__Task to complete__. Word for word, reproduce the records that follow.

Stored entries
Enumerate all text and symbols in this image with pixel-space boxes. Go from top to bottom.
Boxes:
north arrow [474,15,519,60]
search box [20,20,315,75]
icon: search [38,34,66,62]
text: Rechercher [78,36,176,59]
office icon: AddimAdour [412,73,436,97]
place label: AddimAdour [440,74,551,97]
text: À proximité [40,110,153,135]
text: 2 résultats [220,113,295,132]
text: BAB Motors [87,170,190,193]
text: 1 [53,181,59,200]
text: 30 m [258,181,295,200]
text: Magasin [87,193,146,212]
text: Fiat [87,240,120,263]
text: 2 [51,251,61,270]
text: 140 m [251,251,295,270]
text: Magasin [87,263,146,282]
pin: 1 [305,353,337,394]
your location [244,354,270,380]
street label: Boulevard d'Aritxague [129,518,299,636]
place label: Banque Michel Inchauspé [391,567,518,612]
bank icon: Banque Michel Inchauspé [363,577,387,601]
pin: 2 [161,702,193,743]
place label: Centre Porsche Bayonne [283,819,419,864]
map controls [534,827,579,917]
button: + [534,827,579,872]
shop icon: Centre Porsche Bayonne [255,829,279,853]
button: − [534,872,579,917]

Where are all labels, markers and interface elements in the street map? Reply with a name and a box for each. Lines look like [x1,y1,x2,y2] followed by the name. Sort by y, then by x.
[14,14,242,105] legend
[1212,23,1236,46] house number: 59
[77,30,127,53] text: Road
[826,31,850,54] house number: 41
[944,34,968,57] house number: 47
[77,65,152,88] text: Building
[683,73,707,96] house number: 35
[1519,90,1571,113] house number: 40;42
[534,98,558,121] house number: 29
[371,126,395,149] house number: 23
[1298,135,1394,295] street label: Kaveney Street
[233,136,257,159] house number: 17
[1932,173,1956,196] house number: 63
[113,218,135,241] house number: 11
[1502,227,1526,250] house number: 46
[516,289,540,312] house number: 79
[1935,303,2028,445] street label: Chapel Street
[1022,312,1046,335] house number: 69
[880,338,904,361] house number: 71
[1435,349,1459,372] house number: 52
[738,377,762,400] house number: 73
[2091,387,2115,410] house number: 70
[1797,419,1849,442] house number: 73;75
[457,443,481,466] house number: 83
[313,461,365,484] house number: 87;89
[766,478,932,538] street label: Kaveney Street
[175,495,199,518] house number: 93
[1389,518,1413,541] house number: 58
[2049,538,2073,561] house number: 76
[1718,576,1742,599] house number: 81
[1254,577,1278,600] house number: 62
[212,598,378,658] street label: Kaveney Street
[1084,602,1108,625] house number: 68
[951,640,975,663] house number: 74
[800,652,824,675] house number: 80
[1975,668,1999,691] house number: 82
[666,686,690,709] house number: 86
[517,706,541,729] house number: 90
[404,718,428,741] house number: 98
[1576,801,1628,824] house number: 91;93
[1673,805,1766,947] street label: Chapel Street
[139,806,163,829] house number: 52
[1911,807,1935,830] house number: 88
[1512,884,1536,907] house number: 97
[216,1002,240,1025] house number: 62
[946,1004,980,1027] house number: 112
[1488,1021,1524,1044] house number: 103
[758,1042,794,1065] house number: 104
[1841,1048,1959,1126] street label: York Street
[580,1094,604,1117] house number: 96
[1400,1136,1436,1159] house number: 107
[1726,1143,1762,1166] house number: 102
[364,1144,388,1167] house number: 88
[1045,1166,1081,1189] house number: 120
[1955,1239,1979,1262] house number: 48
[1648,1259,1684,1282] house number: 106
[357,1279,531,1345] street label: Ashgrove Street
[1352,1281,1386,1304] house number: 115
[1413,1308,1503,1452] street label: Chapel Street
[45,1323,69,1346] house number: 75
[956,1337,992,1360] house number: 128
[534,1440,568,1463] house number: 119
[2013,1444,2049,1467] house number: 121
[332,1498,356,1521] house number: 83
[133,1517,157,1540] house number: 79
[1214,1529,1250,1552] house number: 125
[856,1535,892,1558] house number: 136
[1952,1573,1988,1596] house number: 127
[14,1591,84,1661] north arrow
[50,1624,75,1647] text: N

__Exercise output__.
Enumerate all text and symbols in this image with pixel-space boxes. Go from top to bottom.
Boxes:
north arrow [474,15,519,60]
search box [20,20,315,75]
icon: search [38,34,66,62]
text: Rechercher [78,36,176,59]
office icon: AddimAdour [412,73,436,97]
place label: AddimAdour [440,74,551,97]
text: À proximité [40,110,153,135]
text: 2 résultats [220,113,295,132]
text: BAB Motors [87,170,190,193]
text: 1 [53,181,59,200]
text: 30 m [258,181,295,200]
text: Magasin [87,193,146,212]
text: Fiat [87,240,120,263]
text: 2 [51,251,61,270]
text: 140 m [251,251,295,270]
text: Magasin [87,263,146,282]
pin: 1 [305,353,337,394]
your location [244,354,270,380]
street label: Boulevard d'Aritxague [129,518,299,636]
place label: Banque Michel Inchauspé [391,567,518,612]
bank icon: Banque Michel Inchauspé [363,577,387,601]
pin: 2 [161,702,193,743]
place label: Centre Porsche Bayonne [283,819,419,864]
map controls [534,827,579,917]
button: + [534,827,579,872]
shop icon: Centre Porsche Bayonne [255,829,279,853]
button: − [534,872,579,917]

Where are all labels, markers and interface elements in the street map? Reply with a name and a box for each. Lines look like [x1,y1,x2,y2] followed by the name. Sort by y, then by x.
[14,14,242,105] legend
[1212,23,1236,46] house number: 59
[77,30,127,53] text: Road
[826,31,850,54] house number: 41
[944,34,968,57] house number: 47
[77,65,152,88] text: Building
[683,73,707,96] house number: 35
[1519,90,1571,113] house number: 40;42
[534,98,558,121] house number: 29
[371,126,395,149] house number: 23
[1298,135,1394,295] street label: Kaveney Street
[233,136,257,159] house number: 17
[1932,173,1956,196] house number: 63
[113,218,135,241] house number: 11
[1502,227,1526,250] house number: 46
[516,289,540,312] house number: 79
[1935,303,2028,445] street label: Chapel Street
[1022,312,1046,335] house number: 69
[880,338,904,361] house number: 71
[1435,349,1459,372] house number: 52
[738,377,762,400] house number: 73
[2091,387,2115,410] house number: 70
[1797,419,1849,442] house number: 73;75
[457,443,481,466] house number: 83
[313,461,365,484] house number: 87;89
[766,478,932,538] street label: Kaveney Street
[175,495,199,518] house number: 93
[1389,518,1413,541] house number: 58
[2049,538,2073,561] house number: 76
[1718,576,1742,599] house number: 81
[1254,577,1278,600] house number: 62
[212,598,378,658] street label: Kaveney Street
[1084,602,1108,625] house number: 68
[951,640,975,663] house number: 74
[800,652,824,675] house number: 80
[1975,668,1999,691] house number: 82
[666,686,690,709] house number: 86
[517,706,541,729] house number: 90
[404,718,428,741] house number: 98
[1576,801,1628,824] house number: 91;93
[1673,805,1766,947] street label: Chapel Street
[139,806,163,829] house number: 52
[1911,807,1935,830] house number: 88
[1512,884,1536,907] house number: 97
[216,1002,240,1025] house number: 62
[946,1004,980,1027] house number: 112
[1488,1021,1524,1044] house number: 103
[758,1042,794,1065] house number: 104
[1841,1048,1959,1126] street label: York Street
[580,1094,604,1117] house number: 96
[1400,1136,1436,1159] house number: 107
[1726,1143,1762,1166] house number: 102
[364,1144,388,1167] house number: 88
[1045,1166,1081,1189] house number: 120
[1955,1239,1979,1262] house number: 48
[1648,1259,1684,1282] house number: 106
[357,1279,531,1345] street label: Ashgrove Street
[1352,1281,1386,1304] house number: 115
[1413,1308,1503,1452] street label: Chapel Street
[45,1323,69,1346] house number: 75
[956,1337,992,1360] house number: 128
[534,1440,568,1463] house number: 119
[2013,1444,2049,1467] house number: 121
[332,1498,356,1521] house number: 83
[133,1517,157,1540] house number: 79
[1214,1529,1250,1552] house number: 125
[856,1535,892,1558] house number: 136
[1952,1573,1988,1596] house number: 127
[14,1591,84,1661] north arrow
[50,1624,75,1647] text: N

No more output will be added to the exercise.